|Date(s):||April 27, 1861|
|Location(s):||BRUNSWICK, North Carolina|
|Course:||“Rise And Fall of the Slave South,” University of Virginia|
On April 27th, 1861 President Lincoln extended the blockade to Virginia and North Carolina. This declaration was an extension from the original one on April 19th for seven of the Confederate States. The intention for this decision was to cut off the international trade lines for the Confederacy and make it difficult to transport weapons and troops. The rigid blockade was established on the Southern coast to affect the seceded states. The fort at the mouth of Cape Fear river commands the principal part of her trade, as that river is the only one of importance in the State. The exports of the State are limited mainly to the products conveyed by coasting vessels to the neighboring States.' (Louisville Daily Journal, April 27, 1861, p. 2) The Union's goal was to dominate the coast and have strategic operating bases on the Confederacy's Atlantic sea-board. (Donald, 401)

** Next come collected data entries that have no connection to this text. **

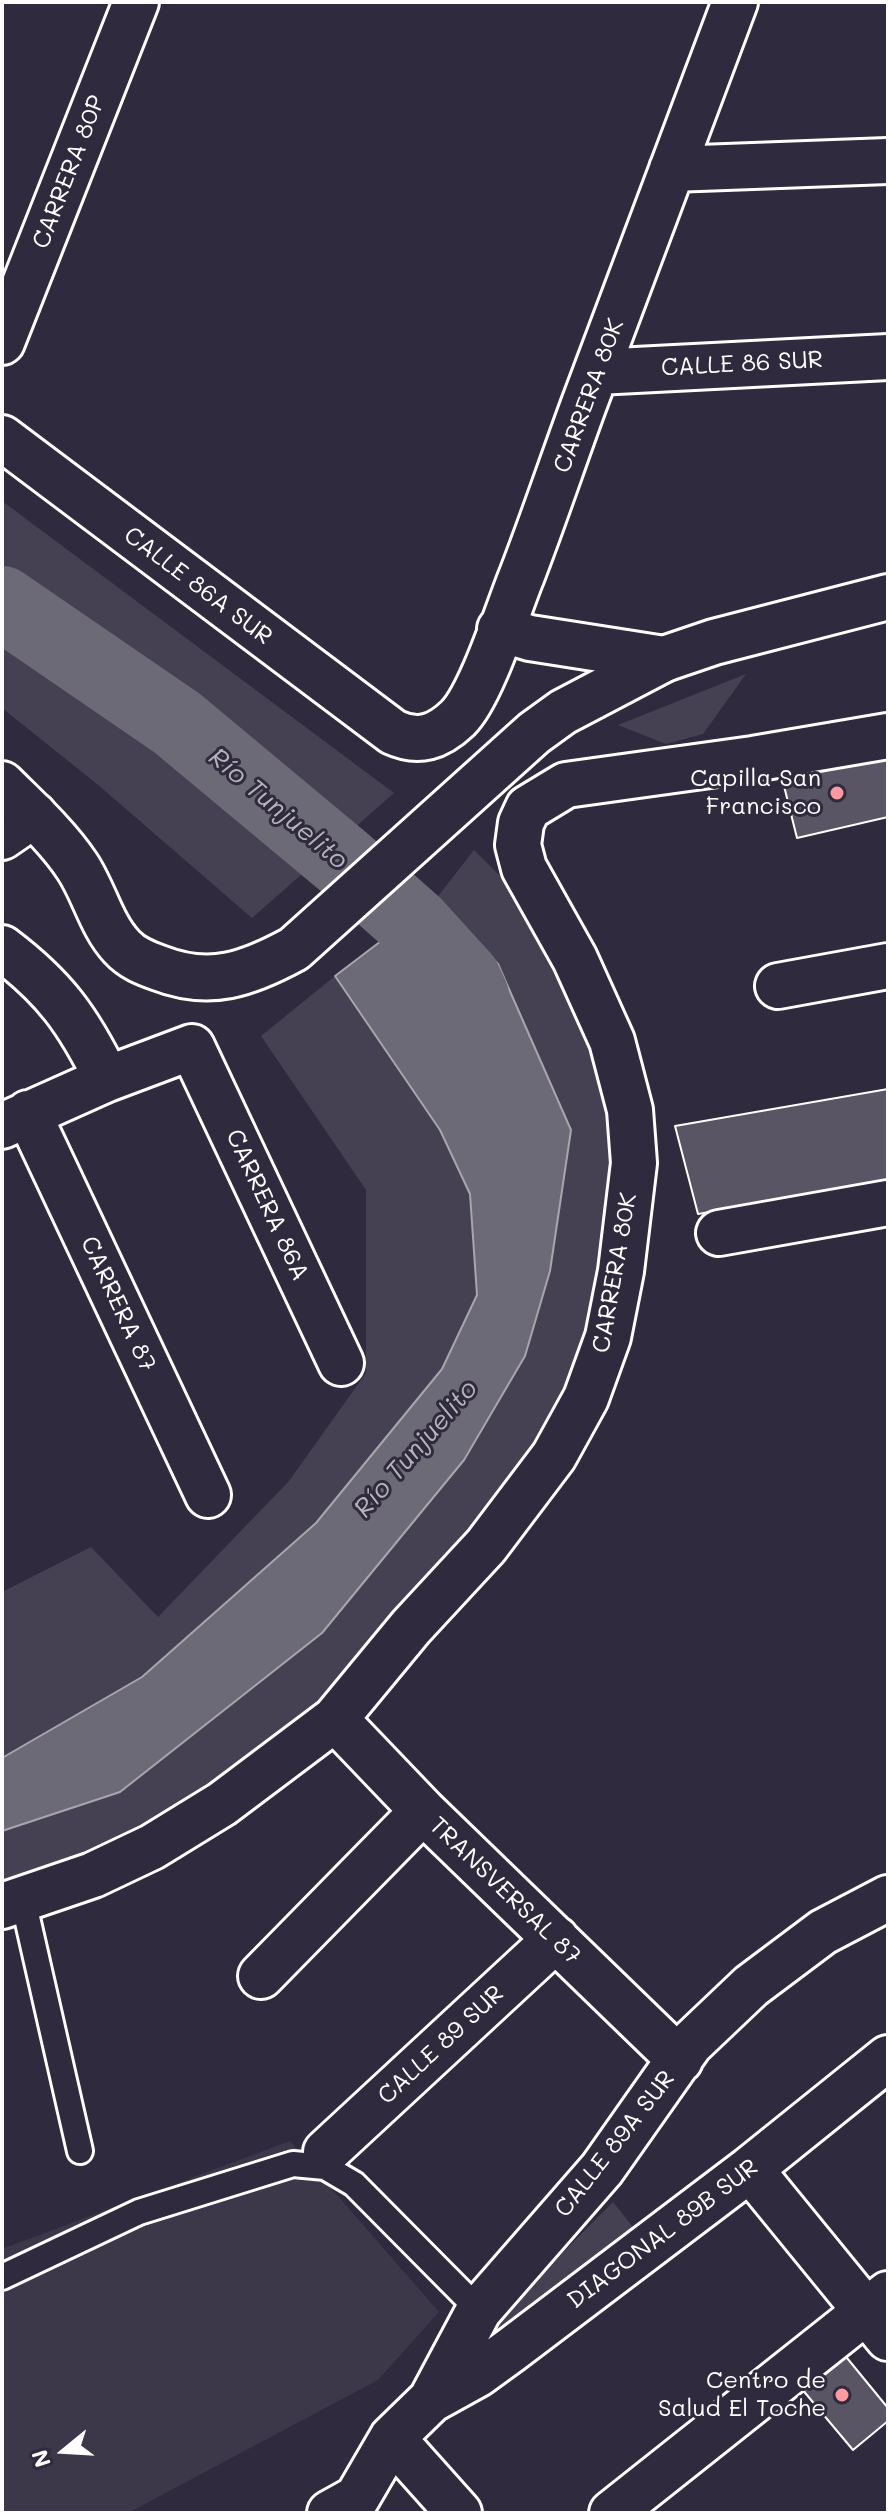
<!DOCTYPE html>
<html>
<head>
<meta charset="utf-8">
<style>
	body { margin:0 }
	#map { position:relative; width:890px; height:2515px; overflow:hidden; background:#2f2a3d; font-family:Mali,sans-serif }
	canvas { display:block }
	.frame { position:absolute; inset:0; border:4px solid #fff; pointer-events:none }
	.north { position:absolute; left:24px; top:2411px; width:80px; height:80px; -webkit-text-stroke:6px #2f2a3d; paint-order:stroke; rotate:252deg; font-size:22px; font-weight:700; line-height:32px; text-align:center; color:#fff }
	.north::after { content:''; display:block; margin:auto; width:28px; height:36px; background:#fff; clip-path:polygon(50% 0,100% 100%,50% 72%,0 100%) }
</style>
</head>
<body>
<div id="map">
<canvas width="890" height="2515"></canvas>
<div class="frame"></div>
<div class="north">N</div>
</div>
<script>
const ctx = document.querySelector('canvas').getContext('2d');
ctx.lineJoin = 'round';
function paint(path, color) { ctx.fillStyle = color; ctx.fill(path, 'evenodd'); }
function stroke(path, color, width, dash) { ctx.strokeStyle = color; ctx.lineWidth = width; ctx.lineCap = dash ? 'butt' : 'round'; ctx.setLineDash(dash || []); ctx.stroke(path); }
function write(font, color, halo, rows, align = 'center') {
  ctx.font = font + ' Mali,sans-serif'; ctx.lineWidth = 6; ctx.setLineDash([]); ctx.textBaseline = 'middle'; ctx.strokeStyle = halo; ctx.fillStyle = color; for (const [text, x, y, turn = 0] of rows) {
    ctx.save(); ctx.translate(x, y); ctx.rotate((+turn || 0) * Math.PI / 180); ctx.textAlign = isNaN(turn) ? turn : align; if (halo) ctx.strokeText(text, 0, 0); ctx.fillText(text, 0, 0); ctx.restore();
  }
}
const built = new Path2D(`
	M 290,2141 L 439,2312 L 378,2380 L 128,2513 L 2,2513 L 2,2249 Z`);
const green = new Path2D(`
	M 2,501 L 394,793 L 252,918 L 97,784 L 2,708 Z
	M 746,674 L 703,734 L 666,744 L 618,725 Z
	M 474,850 L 529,905 L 624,1112 L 606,1337 L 484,1544 L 273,1750 L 140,1834 L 2,1886 L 2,1831 L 120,1791 L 525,1356 L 498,964 L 435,900 Z
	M 335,976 L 440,1130 L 470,1194 L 477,1295 L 442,1369 L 316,1523 L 142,1677 L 2,1758 L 2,1592 L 91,1547 L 158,1617 L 289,1481 L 366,1373 L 366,1190 L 261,1036 Z
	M 613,2202 L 633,2227 L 470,2362 L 490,2326 Z`);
const water = new Path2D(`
	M 435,900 L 498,964 L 571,1130 L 550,1271 L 525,1356 L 464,1460 L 322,1633 L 120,1792 L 2,1831 L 2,1758 L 142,1677 L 316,1523 L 442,1369 L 477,1295 L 470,1194 L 440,1130 L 335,976 Z`);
const river = new Path2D(`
	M 2,603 L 177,723 L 345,863 L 414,924 L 464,979 L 472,996`);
const building = new Path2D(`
	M 888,748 L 888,817 L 797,838 L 780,770 Z
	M 888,1089 L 888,1182 L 698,1214 L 675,1126 Z
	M 838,2347 L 888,2408 L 888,2421 L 853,2450 L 796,2382 Z`);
const lane = new Path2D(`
	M 23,1900 L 80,2151
	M 2,2277 L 139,2212 L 293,2164 L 325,2167 L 354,2184 L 479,2310`);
const street = new Path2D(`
	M 672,169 L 888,161
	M 2,342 L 136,2
	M 597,372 L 888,357
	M 2,438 L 393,732 C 419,744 438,737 458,718 C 482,694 508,609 522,575 C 544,518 563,461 584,404 C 635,270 685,136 735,2
	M 500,629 L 530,638 L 664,659
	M 2,837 L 34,815
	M 2,948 C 55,988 78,1020 107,1079
	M 778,986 L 888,966
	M 28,1113 L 208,1495
	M 2,1126 L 107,1079 L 192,1047 L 341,1363
	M 719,1233 L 888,1203
	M 335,1719 L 423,1811 L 680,2060
	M 2,1906 L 93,1875 L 152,1847 L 222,1804 L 335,1719 L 411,1627 L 486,1546 L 554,1456 L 586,1398 L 608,1337 L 621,1271 L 634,1163 L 630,1110 L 612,1041 L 575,959 L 524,868 L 518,845 L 521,823 L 528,808 L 566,785 L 753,759 L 888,736
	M 261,1976 L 423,1811
	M 326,2152 L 556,1939
	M 750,2169 L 888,2338
	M 431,2400 L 478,2374 L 511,2350 L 750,2169 L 888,2058
	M 392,2438 L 459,2513
	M 330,2513 L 357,2498 L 392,2438 L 431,2400 L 479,2310 L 602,2169 L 690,2044 L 751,1986 L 823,1932 L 888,1898
	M 612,2513 L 888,2294`);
const secondary = new Path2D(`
	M 2,784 C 28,810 57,836 77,866 C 94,891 101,925 122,947 C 132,958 145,963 159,968 C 210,988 248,974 294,949 L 534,733 L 563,712 L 664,659 L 714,642 L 888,597`);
const markers = [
	[837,793,8,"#ff9aa2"],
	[842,2395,8,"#ff9aa2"]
];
const streetNames = [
	["CARRERA 80P",69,172,-69],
	["CALLE 86 SUR",742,364,-3],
	["CARRERA 80K",589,396,-70],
	["CALLE 86A SUR",198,586,37],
	["CARRERA 86A",267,1205,65],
	["CARRERA 80K",615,1273,-80],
	["CARRERA 87",118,1304,65],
	["TRANSVERSAL 87",505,1891,44],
	["CALLE 89 SUR",441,2045,-43],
	["CALLE 89A SUR",615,2144,-52],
	["DIAGONAL 89B SUR",663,2234,-37]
];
const poiNames = [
	["Capilla San",821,779],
	["Francisco",821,807],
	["Centro de",826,2381],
	["Salud El Toche",826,2409]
];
const waterNames = [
	["Río Tunjuelito",278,809,40],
	["Río Tunjuelito",416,1449,-49]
];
paint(built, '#3c3749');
paint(green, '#464152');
paint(water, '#6d6a77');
stroke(water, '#a7a6ad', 2);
stroke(river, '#6d6a77', 74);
paint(building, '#595564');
stroke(building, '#fff', 2);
stroke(lane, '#fff', 30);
stroke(street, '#fff', 50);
stroke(secondary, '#fff', 50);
stroke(lane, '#2f2a3d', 24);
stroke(street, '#2f2a3d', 44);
stroke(secondary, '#2f2a3d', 44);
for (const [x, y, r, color] of markers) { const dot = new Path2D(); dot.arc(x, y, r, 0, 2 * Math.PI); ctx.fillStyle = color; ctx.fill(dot); stroke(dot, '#2f2a3d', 3); }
write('24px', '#fff', '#2f2a3d', streetNames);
write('24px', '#fff', '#2f2a3d', poiNames, 'right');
write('italic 26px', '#b6b4bb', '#2f2a3d', waterNames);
</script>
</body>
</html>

By extending the blockade to North Carolina, the Union not only controlled much of the eastern seaboard, but cut off many Confederate trade routes via their important ports and river mouths. Important imports from Europe were strained due to the blockades, which made it even more difficult for the South to compete with the industrial North. Foreign powers due to the strain of importing and exporting could no longer rely on the South as a viable trade partner. The North retained their ports and Atlantic coast at the time. Aside from losing strategic positioning in the Atlantic, the South's commerce became greatly threatened by the blockades. The Union's navy now patrolled Confederate waters in the Atlantic by May of 1861.